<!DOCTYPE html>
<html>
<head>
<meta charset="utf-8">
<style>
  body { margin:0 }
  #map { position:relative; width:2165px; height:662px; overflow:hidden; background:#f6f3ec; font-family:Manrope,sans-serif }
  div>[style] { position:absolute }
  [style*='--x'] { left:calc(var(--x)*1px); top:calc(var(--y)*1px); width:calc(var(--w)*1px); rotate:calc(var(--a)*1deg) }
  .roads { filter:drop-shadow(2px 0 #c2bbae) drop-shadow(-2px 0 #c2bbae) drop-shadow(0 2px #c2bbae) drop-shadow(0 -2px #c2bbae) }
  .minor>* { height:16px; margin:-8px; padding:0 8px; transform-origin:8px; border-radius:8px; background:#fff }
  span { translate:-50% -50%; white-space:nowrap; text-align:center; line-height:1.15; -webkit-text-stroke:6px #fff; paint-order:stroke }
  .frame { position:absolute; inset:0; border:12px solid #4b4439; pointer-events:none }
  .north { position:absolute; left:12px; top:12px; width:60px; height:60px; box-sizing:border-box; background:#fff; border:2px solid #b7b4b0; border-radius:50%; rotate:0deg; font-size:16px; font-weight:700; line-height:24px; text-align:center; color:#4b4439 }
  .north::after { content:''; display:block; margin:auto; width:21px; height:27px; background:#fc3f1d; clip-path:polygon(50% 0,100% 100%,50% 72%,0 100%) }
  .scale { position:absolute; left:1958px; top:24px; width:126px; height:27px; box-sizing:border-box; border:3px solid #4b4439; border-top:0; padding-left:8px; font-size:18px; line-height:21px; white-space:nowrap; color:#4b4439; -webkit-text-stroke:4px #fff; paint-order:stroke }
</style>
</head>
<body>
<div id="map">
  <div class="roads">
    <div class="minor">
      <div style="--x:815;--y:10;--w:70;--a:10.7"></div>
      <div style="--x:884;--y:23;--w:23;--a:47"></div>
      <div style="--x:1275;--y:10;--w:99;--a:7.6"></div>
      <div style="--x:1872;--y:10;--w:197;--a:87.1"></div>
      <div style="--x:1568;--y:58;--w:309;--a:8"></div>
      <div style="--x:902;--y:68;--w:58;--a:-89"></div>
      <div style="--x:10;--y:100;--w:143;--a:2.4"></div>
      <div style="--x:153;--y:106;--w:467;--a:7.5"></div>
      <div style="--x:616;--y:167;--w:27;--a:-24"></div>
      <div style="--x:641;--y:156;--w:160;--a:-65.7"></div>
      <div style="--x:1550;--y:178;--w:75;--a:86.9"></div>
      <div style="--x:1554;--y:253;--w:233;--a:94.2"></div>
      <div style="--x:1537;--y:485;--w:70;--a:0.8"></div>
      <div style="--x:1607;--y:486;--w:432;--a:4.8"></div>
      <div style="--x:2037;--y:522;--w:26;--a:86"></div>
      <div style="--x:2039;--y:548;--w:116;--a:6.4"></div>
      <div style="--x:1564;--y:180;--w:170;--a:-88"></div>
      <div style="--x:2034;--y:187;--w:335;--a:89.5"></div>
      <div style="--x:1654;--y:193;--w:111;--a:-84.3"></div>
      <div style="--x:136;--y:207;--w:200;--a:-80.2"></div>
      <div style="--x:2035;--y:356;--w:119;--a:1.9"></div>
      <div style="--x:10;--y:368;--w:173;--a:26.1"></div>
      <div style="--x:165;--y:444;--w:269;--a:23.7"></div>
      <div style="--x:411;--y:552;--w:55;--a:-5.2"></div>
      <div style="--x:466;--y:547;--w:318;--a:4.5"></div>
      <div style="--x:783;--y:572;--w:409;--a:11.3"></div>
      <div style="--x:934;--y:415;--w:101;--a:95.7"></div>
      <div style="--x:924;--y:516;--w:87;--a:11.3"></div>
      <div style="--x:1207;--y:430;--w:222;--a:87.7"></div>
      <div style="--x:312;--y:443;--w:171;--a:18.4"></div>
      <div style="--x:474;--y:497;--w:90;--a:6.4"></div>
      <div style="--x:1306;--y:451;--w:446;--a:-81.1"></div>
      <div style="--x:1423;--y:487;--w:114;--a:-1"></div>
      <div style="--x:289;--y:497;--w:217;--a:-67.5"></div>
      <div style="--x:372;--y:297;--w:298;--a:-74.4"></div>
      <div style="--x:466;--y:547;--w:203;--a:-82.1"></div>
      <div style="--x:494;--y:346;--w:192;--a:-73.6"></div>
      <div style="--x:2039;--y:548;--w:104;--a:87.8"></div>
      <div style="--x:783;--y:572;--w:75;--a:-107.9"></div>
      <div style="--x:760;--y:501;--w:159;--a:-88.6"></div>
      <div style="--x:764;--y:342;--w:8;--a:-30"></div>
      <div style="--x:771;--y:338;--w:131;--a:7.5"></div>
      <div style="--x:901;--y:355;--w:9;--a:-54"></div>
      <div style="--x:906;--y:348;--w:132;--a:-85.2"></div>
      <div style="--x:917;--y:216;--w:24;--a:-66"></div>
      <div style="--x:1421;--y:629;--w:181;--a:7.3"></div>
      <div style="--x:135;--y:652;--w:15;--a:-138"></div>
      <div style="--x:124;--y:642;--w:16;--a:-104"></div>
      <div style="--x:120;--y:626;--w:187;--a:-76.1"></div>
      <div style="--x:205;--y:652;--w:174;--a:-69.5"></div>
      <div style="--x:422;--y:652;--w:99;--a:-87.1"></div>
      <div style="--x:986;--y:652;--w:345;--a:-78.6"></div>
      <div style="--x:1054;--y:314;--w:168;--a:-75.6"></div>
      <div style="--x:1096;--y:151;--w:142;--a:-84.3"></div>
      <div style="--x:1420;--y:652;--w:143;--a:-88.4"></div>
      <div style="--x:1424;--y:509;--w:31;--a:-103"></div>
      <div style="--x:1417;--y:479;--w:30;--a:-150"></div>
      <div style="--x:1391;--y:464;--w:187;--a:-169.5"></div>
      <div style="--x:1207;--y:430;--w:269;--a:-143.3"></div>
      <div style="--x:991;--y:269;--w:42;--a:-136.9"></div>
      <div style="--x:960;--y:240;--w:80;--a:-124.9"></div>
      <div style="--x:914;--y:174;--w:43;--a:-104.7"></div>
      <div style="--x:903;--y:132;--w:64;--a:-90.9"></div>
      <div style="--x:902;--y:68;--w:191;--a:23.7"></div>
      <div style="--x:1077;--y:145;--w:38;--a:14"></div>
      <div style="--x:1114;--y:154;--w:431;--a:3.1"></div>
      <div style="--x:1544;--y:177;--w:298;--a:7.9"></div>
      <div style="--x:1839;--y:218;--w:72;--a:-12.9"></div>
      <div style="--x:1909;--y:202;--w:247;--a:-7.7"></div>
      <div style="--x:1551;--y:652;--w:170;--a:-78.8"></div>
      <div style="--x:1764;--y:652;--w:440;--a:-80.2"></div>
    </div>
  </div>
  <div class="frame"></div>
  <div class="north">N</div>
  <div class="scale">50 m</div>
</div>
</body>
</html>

──────────────────────────────

WHAT IS BEING ASKED ▸ The lines from the beginning of the records through the line containing "filter:drop-shadow(2px 0 #c2bbae)" should be reproduced exactly. Include nothing else.

EXERCISE RESPONSE ▸
<!DOCTYPE html>
<html>
<head>
<meta charset="utf-8">
<style>
  body { margin:0 }
  #map { position:relative; width:2165px; height:662px; overflow:hidden; background:#f6f3ec; font-family:Manrope,sans-serif }
  div>[style] { position:absolute }
  [style*='--x'] { left:calc(var(--x)*1px); top:calc(var(--y)*1px); width:calc(var(--w)*1px); rotate:calc(var(--a)*1deg) }
  .roads { filter:drop-shadow(2px 0 #c2bbae) drop-shadow(-2px 0 #c2bbae) drop-shadow(0 2px #c2bbae) drop-shadow(0 -2px #c2bbae) }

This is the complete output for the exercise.